The only way I know is imposing certain regularity assumption on $f$ to
conclude that the fiber of $f$ has zero one-dimensional Hausdorff measure, i.e.,
$H^1(f^{-1}(y))=0$ for all $y$. Then one invokes a result of C. Titus, G. Young, *The extension of interiority, with some applications*, Trans. Amer. Math. Soc. 103 (1962) 329–340 to conclude that $f$ is open. Actually, the latter theorem implies that $f$ is both discrete and open.
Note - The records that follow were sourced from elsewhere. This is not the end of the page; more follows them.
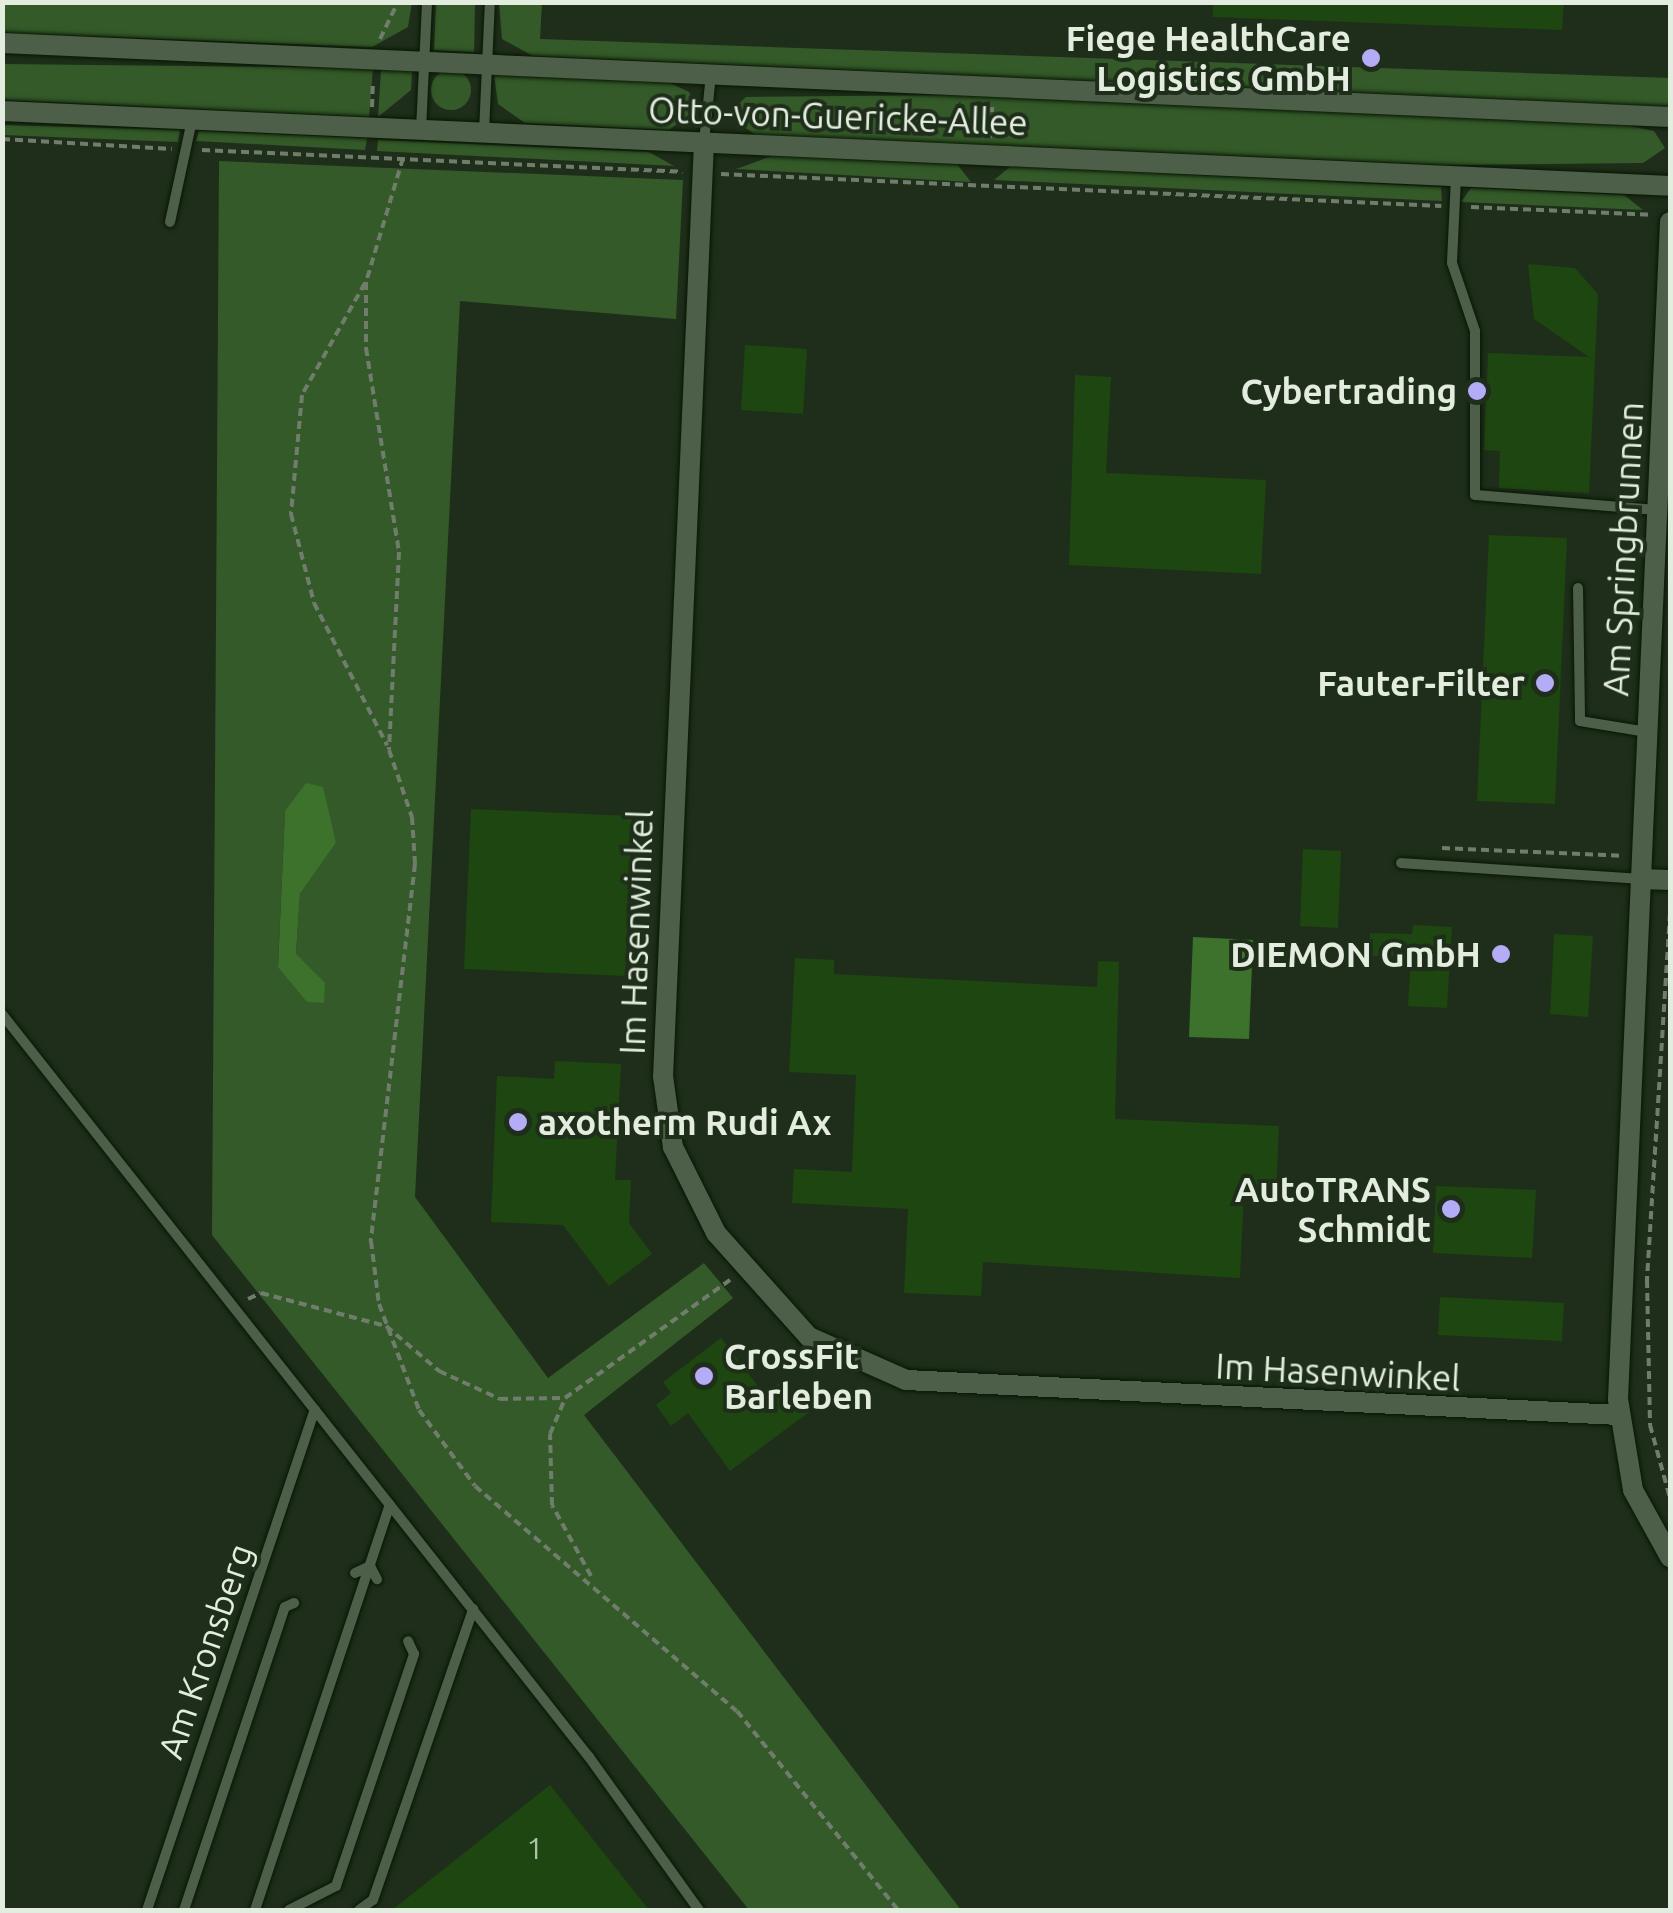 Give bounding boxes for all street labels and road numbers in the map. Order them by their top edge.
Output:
street label: Otto-von-Guericke-Allee [648,88,1028,144]
street label: Am Springbrunnen [1594,401,1652,697]
street label: Im Hasenwinkel [611,809,661,1055]
street label: Im Hasenwinkel [1214,1345,1462,1399]
street label: Am Kronsberg [149,1538,261,1764]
Here discreteness means that the fiber of $f$ does not have accumulation points.

Some update: In the following paper of Bonk and Kleiner, it was proved that a mapping of bounded multiplicity from $X$ to $\mathbb{R}^n$ is open, provided that $X$ is a compact metric space such that every non-empty open subset of $X$ has topological dimension at least $n$.

Bonk, Mario; Kleiner, Bruce Rigidity for quasi-Möbius group actions. J. Differential Geom. 61 (2002), no. 1, 81–106.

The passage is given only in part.